There were no murmured compliments, no heavy-lidded glances, no pressing of fingers to suggest she meant more to him. She was not being wooed, therefore no reason existed for her insides to flutter like a flock of starlings taking flight each time she saw him. Absolutely no cause whatsoever.

“I suspect he has made a project of me,” Lucasta said.

“Pygmalion fell in love with his project,” Judith said.

“Galatea,” Bertie agreed, popping a bonbon into her mouth.

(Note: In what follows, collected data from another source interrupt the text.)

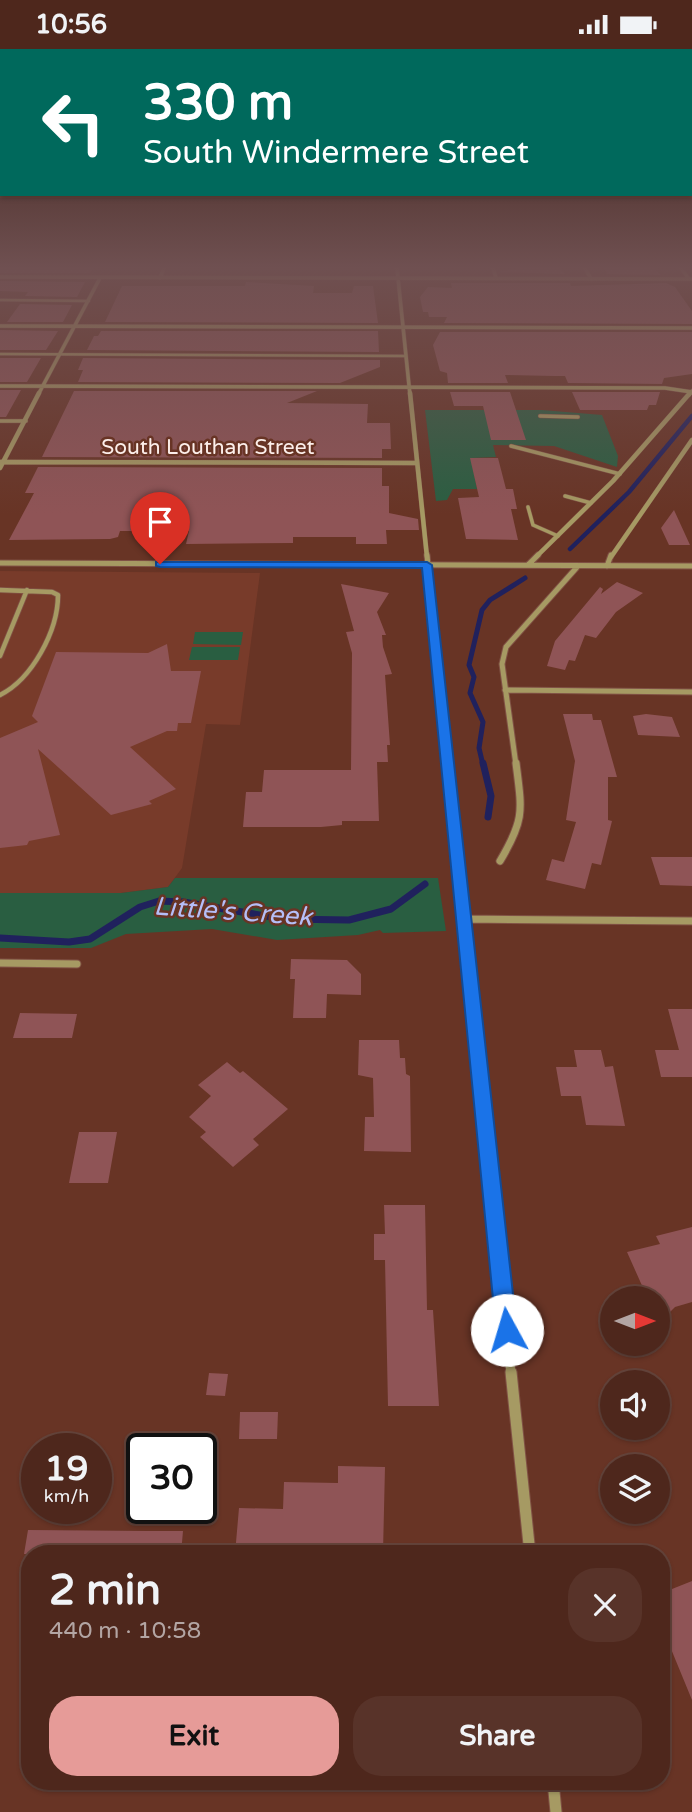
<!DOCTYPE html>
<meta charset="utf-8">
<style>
:root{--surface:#4e271c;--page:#583329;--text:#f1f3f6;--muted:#b3a5a3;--line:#65443b;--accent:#e69b98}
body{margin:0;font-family:"Varela Round",sans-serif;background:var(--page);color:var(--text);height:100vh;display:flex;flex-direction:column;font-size:26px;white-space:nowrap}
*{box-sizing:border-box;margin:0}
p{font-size:23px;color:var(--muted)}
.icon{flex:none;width:38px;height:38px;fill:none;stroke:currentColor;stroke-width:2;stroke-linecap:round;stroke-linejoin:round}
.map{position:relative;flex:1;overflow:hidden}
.sheet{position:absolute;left:21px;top:1496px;width:649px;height:245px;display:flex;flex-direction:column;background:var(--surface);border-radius:28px;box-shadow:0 2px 5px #0004,0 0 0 2px var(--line)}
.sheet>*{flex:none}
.guide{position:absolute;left:0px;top:0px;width:693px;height:147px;box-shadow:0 2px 5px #0004,0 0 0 2px var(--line);background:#00695c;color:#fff;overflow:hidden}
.needle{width:46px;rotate:90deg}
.buttons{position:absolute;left:600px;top:1237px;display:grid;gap:14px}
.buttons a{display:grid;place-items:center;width:70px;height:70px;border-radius:50%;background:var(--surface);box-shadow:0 2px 5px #0004,0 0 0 2px var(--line);font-size:35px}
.speed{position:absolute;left:21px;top:1384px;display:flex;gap:14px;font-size:35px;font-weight:700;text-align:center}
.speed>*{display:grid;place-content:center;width:91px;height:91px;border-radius:50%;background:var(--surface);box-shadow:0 2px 5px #0004,0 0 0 2px var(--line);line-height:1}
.speed small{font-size:18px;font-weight:400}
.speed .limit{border:4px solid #111;border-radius:10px;background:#fff;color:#111}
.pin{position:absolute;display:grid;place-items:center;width:60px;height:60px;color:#fff;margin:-72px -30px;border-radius:50% 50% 50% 0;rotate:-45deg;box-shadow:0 0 7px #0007}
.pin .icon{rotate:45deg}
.me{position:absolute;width:77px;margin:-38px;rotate:354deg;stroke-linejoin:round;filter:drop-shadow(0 0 5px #0008)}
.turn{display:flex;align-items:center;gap:24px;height:147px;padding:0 28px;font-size:32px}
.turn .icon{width:91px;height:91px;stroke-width:2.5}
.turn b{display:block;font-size:49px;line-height:60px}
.round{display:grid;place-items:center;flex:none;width:74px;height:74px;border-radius:28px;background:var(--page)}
.overview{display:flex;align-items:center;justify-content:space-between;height:119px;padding:0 28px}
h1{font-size:42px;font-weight:700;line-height:52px}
.primary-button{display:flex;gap:14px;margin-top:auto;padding:14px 28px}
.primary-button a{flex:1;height:80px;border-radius:28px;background:var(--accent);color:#111;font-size:28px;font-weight:700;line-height:80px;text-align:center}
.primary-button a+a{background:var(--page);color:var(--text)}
.status{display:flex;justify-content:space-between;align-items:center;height:49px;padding:0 35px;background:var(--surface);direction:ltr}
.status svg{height:19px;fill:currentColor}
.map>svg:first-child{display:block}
</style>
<div class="status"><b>10:56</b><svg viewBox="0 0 49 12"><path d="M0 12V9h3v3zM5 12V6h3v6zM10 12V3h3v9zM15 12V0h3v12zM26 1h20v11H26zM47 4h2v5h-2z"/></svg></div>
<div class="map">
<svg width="692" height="1763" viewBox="0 0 692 1763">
<rect width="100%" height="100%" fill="#683425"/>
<path fill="#783b2a" d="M0,522L260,524L240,676L206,675L182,819L168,838L121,844H0Z"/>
<path fill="#295e41" d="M425,361H542L602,366L618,407L617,418L554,397L493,396L496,408L471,409L477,440H453L447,451L436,452Z
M195,583H243L241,596L193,595Z
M192,598H240L238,611H189Z
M175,829H438L446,882L383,884L380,881L358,886L277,891L212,880L126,885L91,899H0V844H121L168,838Z"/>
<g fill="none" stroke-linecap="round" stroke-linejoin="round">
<path stroke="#20215d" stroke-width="4.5" d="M570,500L629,443L692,367"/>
<path stroke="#20215d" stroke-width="5" d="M483,716L479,699L483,673L470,644L474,628L469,616L482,561L490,551L525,529"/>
<path stroke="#20215d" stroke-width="7" d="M483,714L491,747L488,768
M0,889L69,893L90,890L140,858L159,852L183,853L283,870L349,871L391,860L425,835"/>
</g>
<path fill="#8f5456" d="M0,219H93L90,224H0Z
M522,219H559L565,225L499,223Z
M604,219H654L661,226L607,225Z
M0,232L85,233L77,248L25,247L28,243L0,242Z
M246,233L314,237L313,244H352L354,237H373L378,274L105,273L122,237H245Z
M451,234H570L571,237L666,234L675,238L692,262V275L444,274L447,268H429L428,263H423L420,248L428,238L452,239Z
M20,255L72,256L63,273H7Z
M0,281L58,282L46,301H0Z
M101,282H378L379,303L87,301L94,287H98Z
M440,283H692V325L664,329L662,335L568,334L565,327H554L505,326L508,334H448L447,324L440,322L433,296Z
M0,309H41L27,333H0Z
M83,309L380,311V318L340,334L78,333L83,321H78Z
M0,341H21L6,368H0Z
M74,342H317L287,354L368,355L367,374H390L391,400H382V409L42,408Z
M450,343H510L526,391H491L483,357H454Z
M572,343H660L656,356H649L647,361H580Z
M470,409H498L506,440H513L517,460H511L518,491L466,490L458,449L479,448Z
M38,418L382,419V437H389V464L418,470L419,481H386L387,495H356V488H293V494L186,495L189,482H120L118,488L110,490L9,491L34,444H25Z
M674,461L690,496H669L661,479Z
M617,533L643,544L616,563L596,589L585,586L575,612L569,611L565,621L547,617L555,592L600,538L603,540L601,545Z
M341,535L389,544L377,563L386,586H382L383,598L392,625L385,626L390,696H387L388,713H377L379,772H342V776L321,778H243L246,743H262L264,721H351L352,604L346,583L354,582Z
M167,595L171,622H201L191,674H178L177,682H167L130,698L176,740L149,752L152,755L111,766L38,700L60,786L29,792L27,796L0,799V689L38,673L32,667L56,603L148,604Z
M563,665H592L593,671H601L617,728H608V771L612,772L601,816L592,814L585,840L546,831L552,810L564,813L576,773L566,771L575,712Z
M646,665L672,668L680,688L638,686L633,667Z
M651,808H692V837L660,836Z
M291,910L347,911L361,925V946L327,945L326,969H293L295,930H290Z
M668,960H692V1028H661L655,1001H679Z
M20,964L77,965L72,989H13Z
M359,991H399L400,1009H405L406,1025L410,1027L411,1103L364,1102L365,1068H374L373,1029L358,1026Z
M574,1001H601L605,1018L613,1017L625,1077L586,1076L581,1047H561L556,1018H577Z
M227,1013L240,1024L243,1022L288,1060L253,1090L259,1096L233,1118L200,1088L206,1083L189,1068L211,1047L198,1036Z
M79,1083H117L108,1134H69Z
M384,1156H425L427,1261H433L439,1357H388L385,1211H374V1185H385Z
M692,1178V1253L675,1258L658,1275V1250H648L627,1203L660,1195L656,1187Z
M209,1324L228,1325L225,1347L206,1346Z
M240,1363H278L277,1390H239Z
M338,1417L385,1418L383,1503L322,1505V1502L280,1501V1505H235L239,1459L283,1460L284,1433L338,1434Z
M28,1481L148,1482H183L181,1505H24Z
M692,1532V1651L662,1578V1544Z"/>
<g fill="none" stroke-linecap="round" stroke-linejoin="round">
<g stroke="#805245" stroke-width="3.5">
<path id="lane-far2" d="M0,251L89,252
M0,305L406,307"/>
</g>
<g stroke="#805245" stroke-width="4.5">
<path id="lane-far1" d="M540,367L578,368
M0,372H26
M511,397L620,425
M565,447L591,454
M528,458L533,476L558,487"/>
</g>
<g stroke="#805245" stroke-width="6">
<path id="lane" d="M0,541L52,543L58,546C58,582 32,630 0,646
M0,607L27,541"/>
</g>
<g stroke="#805245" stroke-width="4.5">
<path id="street-far5" d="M397,219L410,346
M493,219L496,229
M585,219L591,230
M681,219L689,230
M0,228L692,230
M160,229L164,219
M0,277L692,279
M0,337L665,339L692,343
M38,346L100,229
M689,346L692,342"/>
</g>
<g stroke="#805245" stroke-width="5">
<path id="street-far4" d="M410,344L427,508
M0,413L417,414
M0,419L39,344
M536,508L613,432L690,344
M611,508L692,391"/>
</g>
<g stroke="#805245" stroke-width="7">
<path id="street-far3" d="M427,506L448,716
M0,514L692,517
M528,516L538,506
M607,517L611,506
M505,641L692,643
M516,716L502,615L506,598L578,517"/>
</g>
<g stroke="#805245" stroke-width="9">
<path id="street-far2" d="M448,714L476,983
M500,812C525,770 522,762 516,714
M464,870L692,872
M0,914L77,915"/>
</g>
<g stroke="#805245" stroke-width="10">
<path id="street-far1" d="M476,981L511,1325"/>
</g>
<g stroke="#805245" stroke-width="13">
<path id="street" d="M511,1323L530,1505
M553,1732L556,1763"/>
</g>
<use href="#lane-far2" stroke="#a69a63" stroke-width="2.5"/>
<use href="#lane-far1" stroke="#a69a63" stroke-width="3.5"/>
<use href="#lane" stroke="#a69a63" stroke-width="4.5"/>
<use href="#street-far5" stroke="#a69a63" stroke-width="3.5"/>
<use href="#street-far4" stroke="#a69a63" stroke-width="4.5"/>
<use href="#street-far3" stroke="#a69a63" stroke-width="5"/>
<use href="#street-far2" stroke="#a69a63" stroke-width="7"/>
<use href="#street-far1" stroke="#a69a63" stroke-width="9"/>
<use href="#street" stroke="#a69a63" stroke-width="11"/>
</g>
<linearGradient id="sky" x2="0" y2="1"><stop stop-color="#391d14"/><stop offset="0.47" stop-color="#6f5051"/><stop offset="1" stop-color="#6f5051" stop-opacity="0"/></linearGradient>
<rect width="692" height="465" fill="url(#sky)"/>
<path fill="#1a73e8" stroke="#114b97" stroke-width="2" d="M156,513H427L432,516L517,1281L514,1289L507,1292L499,1289L496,1281L422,519L160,518L156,517Z"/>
<g text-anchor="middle" stroke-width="5" stroke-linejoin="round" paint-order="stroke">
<g font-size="21" fill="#fceeea" stroke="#683425">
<text x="208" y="405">South Louthan Street</text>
</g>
<g font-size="26" font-style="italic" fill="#b5bef7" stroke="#683425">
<text transform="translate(233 862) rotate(4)" y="9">Little's Creek</text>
</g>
</g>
</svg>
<div class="buttons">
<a><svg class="needle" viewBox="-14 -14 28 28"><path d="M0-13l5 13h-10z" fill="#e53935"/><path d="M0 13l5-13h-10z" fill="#b3a5a3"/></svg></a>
<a><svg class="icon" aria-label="sound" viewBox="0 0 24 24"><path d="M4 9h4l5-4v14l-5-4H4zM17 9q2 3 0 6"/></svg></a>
<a><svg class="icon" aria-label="layers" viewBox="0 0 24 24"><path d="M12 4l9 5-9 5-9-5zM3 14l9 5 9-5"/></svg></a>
</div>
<div class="speed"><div>19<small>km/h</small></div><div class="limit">30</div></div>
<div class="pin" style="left:160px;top:515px;background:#d93025"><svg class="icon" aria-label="arrive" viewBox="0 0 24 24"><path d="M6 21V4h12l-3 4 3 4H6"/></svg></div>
<svg class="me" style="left:507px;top:1281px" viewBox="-20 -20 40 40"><circle r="19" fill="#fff"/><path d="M0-13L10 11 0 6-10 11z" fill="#1a73e8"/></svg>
<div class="guide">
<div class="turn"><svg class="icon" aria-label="left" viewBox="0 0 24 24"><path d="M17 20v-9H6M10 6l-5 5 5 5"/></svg><div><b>330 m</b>South Windermere Street</div></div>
</div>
<section class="sheet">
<div class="overview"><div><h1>2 min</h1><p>440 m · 10:58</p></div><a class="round"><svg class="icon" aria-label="close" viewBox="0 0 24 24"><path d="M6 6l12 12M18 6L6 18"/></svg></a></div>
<div class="primary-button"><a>Exit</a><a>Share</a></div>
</section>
</div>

Bertie was much more relaxed in her cousin’s parlor than in her own. When Lucasta visited Arendale House for Bertie’s musical lessons, she was received stiffly in a cavernous formal parlor by Lady Payne, who always managed to imply she was standing guard so that Lucasta didn’t lift some priceless object off an occasional table.

In contrast, in the cozy parlor at Rose Hollow both Bertie and Lucasta were greeted with the warmest enthusiasm by the three younger Falstead siblings and the resident cat, a tray of pastries and tea whisked in by Mrs. Cadogan, and a lively go-over of absolutely everything that had happened in the intervening hours since they had seen one another. Judith hungered for tales of Lucasta’s glittering social round, demanding details of dress, furnishings, music, and conversation, as well as a full transcript of conversations, especially with the men who vied for her attention.

Jem often lingered in the parlor on one pretext or another, eavesdropping on this gossip as if he wasn’t also attending every function Lucasta did, watching with no doubt great amusement, and a great deal of self-congratulation, her absurd transformation into the Season’s toast.